Marx’s
Capital Volume 1, Part 10b
Mogadishu, 1993
Colonialism
Here we
are, nearly at the end of Capital, Volume 1, the famous and huge book that so
many people talk about and so few people read. We have read it. We are more fit
to be cadres. We are more fit to be the vanguard. What remain are only the
three last chapters, which are not difficult to read, although as always they
challenge us to be brave and to act, and action will never be easy.
In Chapter 31 Marx states that the origin
of the industrial (not farming) capitalist is in colonialism.

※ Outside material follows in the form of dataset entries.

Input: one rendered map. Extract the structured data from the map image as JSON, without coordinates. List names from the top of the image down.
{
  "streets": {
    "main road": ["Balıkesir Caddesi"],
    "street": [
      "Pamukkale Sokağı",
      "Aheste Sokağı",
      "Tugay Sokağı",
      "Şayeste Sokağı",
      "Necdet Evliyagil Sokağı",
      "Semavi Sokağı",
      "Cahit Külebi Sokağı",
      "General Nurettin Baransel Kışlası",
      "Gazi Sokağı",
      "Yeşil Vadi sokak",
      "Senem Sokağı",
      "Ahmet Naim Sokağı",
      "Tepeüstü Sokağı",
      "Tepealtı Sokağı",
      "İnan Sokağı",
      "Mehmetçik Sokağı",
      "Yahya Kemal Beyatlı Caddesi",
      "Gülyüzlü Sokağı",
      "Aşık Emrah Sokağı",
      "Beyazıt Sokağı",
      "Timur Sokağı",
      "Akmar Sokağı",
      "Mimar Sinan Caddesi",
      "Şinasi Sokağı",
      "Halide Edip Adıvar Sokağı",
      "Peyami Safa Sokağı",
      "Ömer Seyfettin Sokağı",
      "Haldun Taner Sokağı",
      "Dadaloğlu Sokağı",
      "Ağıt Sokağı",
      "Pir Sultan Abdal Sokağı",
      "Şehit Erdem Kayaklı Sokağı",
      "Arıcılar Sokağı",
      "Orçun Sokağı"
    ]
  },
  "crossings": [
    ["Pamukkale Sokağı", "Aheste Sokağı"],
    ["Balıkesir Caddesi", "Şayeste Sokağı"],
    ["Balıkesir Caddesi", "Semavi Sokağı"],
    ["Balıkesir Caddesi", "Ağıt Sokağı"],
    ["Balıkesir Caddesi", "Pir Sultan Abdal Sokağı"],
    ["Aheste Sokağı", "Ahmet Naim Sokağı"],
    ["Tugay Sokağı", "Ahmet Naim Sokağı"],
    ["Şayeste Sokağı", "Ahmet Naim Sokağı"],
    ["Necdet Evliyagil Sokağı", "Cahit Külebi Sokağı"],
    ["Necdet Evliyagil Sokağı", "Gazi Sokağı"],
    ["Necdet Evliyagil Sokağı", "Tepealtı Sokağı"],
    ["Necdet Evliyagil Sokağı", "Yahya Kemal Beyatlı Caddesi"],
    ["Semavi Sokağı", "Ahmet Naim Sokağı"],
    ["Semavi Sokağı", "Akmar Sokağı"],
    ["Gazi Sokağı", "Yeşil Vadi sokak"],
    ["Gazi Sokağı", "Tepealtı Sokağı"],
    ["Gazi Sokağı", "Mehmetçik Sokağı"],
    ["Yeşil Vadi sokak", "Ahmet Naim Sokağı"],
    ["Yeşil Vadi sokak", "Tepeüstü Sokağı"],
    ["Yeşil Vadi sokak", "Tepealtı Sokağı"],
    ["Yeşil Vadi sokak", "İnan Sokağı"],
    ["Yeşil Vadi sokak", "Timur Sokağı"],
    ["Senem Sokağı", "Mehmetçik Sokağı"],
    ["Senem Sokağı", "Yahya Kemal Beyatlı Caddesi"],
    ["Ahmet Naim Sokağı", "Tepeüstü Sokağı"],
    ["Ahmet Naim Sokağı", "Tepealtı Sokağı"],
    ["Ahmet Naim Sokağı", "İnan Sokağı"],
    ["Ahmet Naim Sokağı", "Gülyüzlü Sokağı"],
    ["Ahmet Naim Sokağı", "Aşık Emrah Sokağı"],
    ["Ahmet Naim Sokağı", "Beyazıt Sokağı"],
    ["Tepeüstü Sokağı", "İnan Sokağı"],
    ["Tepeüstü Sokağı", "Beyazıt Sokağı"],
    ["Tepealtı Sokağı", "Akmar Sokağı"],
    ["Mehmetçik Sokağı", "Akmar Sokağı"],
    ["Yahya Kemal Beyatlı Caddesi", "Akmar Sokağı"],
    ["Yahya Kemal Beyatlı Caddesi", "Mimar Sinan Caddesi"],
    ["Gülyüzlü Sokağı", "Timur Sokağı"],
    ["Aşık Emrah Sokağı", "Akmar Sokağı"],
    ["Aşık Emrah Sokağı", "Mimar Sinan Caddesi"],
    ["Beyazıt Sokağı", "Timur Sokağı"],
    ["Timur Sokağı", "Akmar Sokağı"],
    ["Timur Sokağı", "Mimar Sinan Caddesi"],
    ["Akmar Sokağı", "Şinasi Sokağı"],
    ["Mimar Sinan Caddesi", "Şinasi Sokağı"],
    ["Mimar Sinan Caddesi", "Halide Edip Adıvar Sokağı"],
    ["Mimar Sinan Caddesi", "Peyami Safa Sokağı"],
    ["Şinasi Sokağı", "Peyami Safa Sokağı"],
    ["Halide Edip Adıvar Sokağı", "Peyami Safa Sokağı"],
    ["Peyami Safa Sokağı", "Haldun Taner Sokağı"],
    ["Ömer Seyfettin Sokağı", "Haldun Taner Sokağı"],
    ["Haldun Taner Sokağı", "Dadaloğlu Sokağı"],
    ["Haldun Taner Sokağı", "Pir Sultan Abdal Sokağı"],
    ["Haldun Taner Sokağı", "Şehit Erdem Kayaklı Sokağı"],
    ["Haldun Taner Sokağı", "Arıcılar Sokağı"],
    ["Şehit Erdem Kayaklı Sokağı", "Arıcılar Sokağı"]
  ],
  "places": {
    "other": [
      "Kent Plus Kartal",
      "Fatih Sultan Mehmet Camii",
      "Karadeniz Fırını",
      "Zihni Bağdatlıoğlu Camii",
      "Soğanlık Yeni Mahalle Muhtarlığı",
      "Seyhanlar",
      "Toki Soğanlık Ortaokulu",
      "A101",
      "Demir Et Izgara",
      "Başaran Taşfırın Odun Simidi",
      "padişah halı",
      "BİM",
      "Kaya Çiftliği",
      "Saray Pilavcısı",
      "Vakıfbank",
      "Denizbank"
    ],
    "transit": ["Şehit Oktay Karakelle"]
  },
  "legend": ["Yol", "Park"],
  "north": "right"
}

“The discovery of gold and silver in America,
the extirpation, enslavement and entombment in mines of the aboriginal
population, the beginning of the conquest and looting of the East Indies, the
turning of Africa into a warren for the commercial hunting of black-skins,
signalised the rosy dawn of the era of capitalist production. These idyllic
proceedings are the chief momenta of primitive accumulation. On their heels
treads the commercial war of the European nations, with the globe for a
theatre.”
“To-day industrial supremacy implies commercial
supremacy. In the period of manufacture properly so called, it is, on the other
hand, the commercial supremacy that gives industrial predominance. Hence the
preponderant rôle that the colonial system plays at that time. It was "the
strange God" who perched himself on the altar cheek by jowl with the old
Gods of Europe, and one fine day with a shove and a kick chucked them all of a
heap. It proclaimed surplus-value making as the sole end and aim of humanity.”
This last
describes in a single sentence, the state of affairs that Marx's book was
written to expose; and Marx did succeed in exposing “capital” as “surplus-value
making”.
Yet it
appears that Marx did not deal with Primitive Accumulation in the sense that
the phrase would nowadays be understood. Marx does not establish that
capitalism required a ready pile of money or its equivalent. What he
establishes is how the requisite class forces were brought into being, in
Western Europe, in the revolutions that overthrew feudalism.
It is a
mistake to think that a capitalist business requires “capital” in advance, if
by “capital” is meant money in the bank, or land, buildings, equipment et
cetera. It does require such things, but they do not make it a capitalist
business as opposed to any other kind of project. What makes a business work as
capitalism is a dual relationship. The first part of it is the relationship
between the worker and the capitalist. The second part is the relationship of
the capitalist with his market. If these two relationships do not exist, or are
faulty, then a capitalist business will not survive. But if they do exist, then
the other means will probably be found without too much difficulty.
Marx shows
clearly how the proletariat arose historically in Europe in the 16th century.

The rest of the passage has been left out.